◆ Activity
Where pictures appear, omit them, and copy exactly only the lines from the start of the listing through the line containing "0 #6f5843) drop-shadow(-2px", both included.
(Data for analysis)
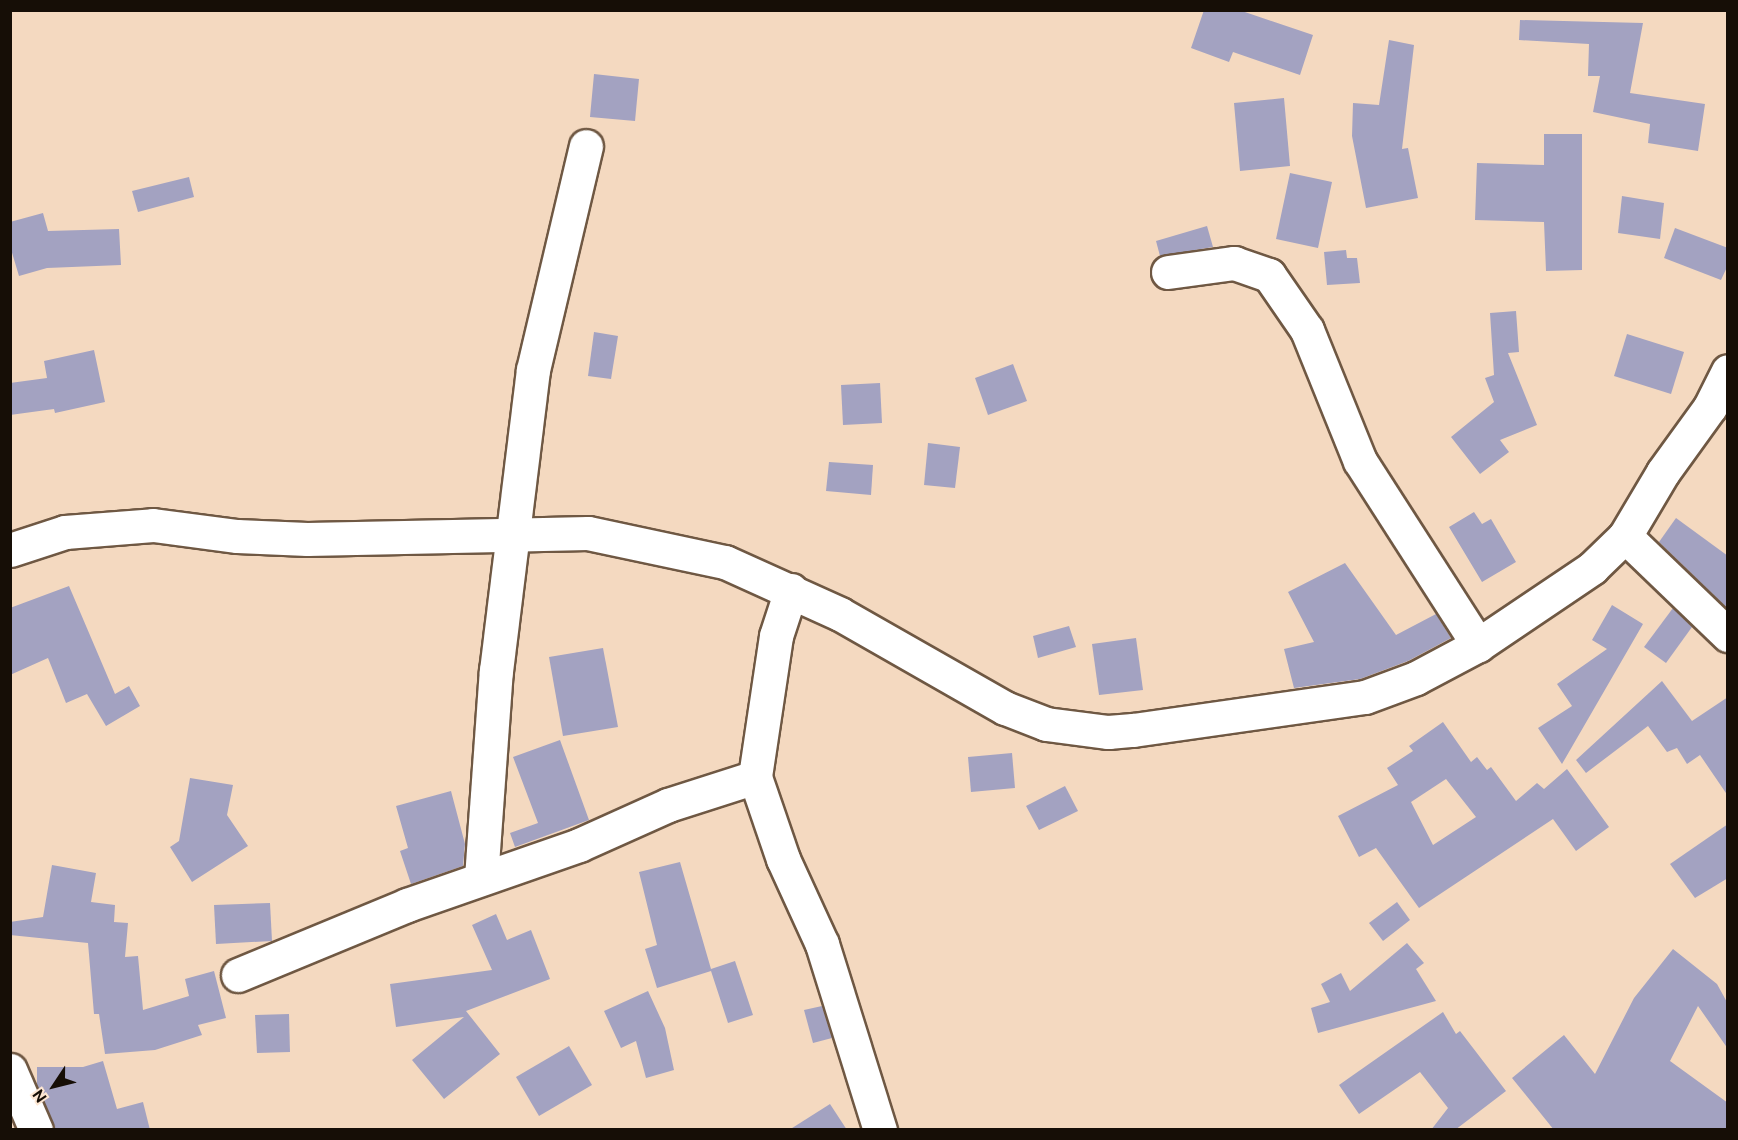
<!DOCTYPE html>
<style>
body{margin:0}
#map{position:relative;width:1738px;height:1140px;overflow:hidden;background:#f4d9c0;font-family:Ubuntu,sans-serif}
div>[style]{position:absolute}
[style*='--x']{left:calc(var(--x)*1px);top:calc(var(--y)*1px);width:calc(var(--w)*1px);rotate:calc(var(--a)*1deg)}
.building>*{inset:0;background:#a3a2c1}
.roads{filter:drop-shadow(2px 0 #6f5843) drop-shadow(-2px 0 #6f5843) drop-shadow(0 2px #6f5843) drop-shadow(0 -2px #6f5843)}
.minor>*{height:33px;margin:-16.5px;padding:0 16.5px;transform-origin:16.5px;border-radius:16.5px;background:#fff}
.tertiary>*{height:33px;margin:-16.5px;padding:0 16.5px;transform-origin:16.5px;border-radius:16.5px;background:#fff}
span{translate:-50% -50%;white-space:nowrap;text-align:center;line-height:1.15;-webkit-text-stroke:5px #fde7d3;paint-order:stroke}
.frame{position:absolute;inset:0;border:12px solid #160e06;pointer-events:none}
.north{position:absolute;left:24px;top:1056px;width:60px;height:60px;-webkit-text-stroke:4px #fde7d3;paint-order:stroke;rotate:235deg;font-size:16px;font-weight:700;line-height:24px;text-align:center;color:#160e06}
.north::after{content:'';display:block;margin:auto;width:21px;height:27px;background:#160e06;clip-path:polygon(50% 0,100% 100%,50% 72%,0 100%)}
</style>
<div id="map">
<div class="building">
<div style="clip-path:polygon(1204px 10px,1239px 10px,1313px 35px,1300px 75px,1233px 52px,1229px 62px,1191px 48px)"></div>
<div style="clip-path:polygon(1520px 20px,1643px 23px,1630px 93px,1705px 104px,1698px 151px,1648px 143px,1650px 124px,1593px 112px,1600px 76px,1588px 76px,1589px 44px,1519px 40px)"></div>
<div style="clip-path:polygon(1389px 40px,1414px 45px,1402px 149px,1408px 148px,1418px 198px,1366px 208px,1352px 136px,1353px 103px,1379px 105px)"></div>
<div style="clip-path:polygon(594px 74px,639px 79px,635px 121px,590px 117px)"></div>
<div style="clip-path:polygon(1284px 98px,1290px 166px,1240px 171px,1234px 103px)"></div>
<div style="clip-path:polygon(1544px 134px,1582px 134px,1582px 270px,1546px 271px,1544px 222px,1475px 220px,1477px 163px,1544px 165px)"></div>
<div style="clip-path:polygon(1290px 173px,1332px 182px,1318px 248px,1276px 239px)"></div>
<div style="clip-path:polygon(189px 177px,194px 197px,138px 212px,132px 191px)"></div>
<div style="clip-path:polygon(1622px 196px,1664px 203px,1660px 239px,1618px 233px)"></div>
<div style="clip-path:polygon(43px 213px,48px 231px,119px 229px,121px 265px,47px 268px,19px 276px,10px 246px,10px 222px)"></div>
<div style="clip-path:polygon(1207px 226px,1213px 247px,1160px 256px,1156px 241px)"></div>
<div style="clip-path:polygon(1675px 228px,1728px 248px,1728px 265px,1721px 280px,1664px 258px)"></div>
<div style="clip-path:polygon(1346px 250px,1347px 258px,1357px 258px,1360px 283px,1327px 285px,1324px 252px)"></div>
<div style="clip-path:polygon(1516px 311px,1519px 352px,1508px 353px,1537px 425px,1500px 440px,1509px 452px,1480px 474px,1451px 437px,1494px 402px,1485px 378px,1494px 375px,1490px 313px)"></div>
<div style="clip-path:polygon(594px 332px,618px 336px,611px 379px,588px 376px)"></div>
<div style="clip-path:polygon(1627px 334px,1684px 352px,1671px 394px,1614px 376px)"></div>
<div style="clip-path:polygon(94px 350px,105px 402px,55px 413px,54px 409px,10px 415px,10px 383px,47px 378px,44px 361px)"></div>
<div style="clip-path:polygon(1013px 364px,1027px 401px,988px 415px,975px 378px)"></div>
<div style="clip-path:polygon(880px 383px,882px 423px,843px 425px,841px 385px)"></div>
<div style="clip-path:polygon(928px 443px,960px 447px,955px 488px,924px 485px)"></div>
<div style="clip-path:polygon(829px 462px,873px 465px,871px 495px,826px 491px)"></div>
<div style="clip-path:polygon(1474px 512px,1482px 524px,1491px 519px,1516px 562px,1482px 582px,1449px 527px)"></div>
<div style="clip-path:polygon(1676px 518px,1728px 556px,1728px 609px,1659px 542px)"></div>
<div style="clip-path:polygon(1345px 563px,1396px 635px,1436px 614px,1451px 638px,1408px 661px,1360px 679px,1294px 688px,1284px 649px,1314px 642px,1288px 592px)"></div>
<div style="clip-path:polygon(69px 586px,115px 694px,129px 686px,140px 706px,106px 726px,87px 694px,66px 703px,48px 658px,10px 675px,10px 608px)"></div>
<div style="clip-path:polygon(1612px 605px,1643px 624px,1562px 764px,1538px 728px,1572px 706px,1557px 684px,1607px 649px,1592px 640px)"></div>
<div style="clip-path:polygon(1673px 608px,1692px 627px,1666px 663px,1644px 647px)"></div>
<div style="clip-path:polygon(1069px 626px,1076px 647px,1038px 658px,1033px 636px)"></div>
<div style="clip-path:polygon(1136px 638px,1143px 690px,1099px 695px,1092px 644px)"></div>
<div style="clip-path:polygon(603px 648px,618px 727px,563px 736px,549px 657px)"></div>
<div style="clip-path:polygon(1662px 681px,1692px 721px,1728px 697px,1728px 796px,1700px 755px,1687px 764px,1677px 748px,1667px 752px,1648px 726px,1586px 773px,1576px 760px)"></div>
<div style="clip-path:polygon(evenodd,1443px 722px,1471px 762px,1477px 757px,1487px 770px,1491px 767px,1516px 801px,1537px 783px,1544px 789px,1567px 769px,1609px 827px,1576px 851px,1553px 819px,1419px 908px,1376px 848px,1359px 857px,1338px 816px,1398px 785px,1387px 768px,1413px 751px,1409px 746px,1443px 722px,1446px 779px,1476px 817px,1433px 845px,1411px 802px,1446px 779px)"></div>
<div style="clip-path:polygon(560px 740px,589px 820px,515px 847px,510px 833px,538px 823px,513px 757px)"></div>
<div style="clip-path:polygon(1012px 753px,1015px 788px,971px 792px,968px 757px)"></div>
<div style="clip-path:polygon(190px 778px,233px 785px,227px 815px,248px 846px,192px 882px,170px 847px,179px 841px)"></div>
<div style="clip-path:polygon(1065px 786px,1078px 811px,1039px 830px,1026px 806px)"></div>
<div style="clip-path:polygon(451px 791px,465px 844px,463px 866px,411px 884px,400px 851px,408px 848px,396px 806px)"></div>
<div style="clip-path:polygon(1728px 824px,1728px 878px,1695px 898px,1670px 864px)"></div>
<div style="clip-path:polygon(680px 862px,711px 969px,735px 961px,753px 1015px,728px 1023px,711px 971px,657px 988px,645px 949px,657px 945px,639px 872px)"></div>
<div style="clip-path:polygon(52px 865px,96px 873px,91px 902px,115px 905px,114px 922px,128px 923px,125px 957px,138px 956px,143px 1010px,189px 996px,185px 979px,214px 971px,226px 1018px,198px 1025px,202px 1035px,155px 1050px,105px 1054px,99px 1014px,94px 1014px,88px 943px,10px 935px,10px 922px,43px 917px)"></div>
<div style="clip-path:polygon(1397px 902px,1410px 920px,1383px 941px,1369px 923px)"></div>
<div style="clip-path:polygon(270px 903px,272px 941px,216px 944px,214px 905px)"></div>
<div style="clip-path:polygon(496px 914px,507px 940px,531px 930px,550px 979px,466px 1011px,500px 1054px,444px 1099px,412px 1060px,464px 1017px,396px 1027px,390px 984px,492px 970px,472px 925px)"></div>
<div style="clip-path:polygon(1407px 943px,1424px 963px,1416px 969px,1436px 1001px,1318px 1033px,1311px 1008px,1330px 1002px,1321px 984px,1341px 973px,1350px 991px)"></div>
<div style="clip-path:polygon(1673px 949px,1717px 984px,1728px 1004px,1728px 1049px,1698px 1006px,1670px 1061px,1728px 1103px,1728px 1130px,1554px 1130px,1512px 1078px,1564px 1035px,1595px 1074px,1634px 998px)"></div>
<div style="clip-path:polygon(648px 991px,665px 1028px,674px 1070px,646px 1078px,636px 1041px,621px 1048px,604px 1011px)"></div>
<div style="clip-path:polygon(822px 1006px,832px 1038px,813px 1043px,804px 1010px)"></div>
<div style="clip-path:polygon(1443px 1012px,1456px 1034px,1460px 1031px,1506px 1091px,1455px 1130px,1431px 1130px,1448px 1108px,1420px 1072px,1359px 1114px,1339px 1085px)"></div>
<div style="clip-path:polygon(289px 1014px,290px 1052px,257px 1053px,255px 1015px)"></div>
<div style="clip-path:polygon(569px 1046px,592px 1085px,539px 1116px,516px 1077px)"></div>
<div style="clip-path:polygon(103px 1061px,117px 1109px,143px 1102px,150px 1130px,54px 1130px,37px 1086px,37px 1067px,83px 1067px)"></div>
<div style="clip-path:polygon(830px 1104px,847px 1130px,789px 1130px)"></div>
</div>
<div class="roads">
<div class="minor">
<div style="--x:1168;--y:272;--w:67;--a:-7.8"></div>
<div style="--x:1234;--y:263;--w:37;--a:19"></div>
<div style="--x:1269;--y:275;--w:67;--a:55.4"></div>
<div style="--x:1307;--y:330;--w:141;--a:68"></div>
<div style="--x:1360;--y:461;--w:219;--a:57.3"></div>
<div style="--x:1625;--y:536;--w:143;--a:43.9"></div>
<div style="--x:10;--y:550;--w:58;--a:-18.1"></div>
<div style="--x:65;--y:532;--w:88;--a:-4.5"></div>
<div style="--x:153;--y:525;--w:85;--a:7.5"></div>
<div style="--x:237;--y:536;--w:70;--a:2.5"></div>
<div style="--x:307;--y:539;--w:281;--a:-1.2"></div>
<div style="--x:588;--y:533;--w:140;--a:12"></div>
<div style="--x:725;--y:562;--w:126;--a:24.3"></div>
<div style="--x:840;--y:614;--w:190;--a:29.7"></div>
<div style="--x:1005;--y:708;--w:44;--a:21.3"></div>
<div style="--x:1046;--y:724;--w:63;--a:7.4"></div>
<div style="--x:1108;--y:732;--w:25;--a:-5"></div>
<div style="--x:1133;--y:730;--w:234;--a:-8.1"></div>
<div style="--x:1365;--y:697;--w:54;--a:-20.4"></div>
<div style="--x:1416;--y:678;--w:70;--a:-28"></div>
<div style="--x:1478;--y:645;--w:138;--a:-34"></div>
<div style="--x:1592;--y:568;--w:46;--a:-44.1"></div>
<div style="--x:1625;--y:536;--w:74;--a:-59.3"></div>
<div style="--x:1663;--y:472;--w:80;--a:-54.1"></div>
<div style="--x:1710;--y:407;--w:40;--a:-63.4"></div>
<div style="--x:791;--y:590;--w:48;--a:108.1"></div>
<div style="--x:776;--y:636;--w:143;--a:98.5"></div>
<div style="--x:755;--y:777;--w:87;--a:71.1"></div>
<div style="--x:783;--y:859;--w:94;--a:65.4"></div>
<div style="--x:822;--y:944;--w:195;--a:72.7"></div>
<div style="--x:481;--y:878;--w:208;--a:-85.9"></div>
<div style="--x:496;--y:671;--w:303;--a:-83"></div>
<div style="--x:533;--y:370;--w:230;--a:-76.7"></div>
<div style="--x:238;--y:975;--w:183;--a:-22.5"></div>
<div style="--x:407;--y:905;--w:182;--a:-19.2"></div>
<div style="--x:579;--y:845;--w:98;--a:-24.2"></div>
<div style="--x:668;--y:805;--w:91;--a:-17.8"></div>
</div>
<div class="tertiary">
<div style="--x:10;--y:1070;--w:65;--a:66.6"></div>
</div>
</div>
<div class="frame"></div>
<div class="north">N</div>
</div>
(End Data for analysis)
◆ Response box
<!DOCTYPE html>
<style>
body{margin:0}
#map{position:relative;width:1738px;height:1140px;overflow:hidden;background:#f4d9c0;font-family:Ubuntu,sans-serif}
div>[style]{position:absolute}
[style*='--x']{left:calc(var(--x)*1px);top:calc(var(--y)*1px);width:calc(var(--w)*1px);rotate:calc(var(--a)*1deg)}
.building>*{inset:0;background:#a3a2c1}
.roads{filter:drop-shadow(2px 0 #6f5843) drop-shadow(-2px 0 #6f5843) drop-shadow(0 2px #6f5843) drop-shadow(0 -2px #6f5843)}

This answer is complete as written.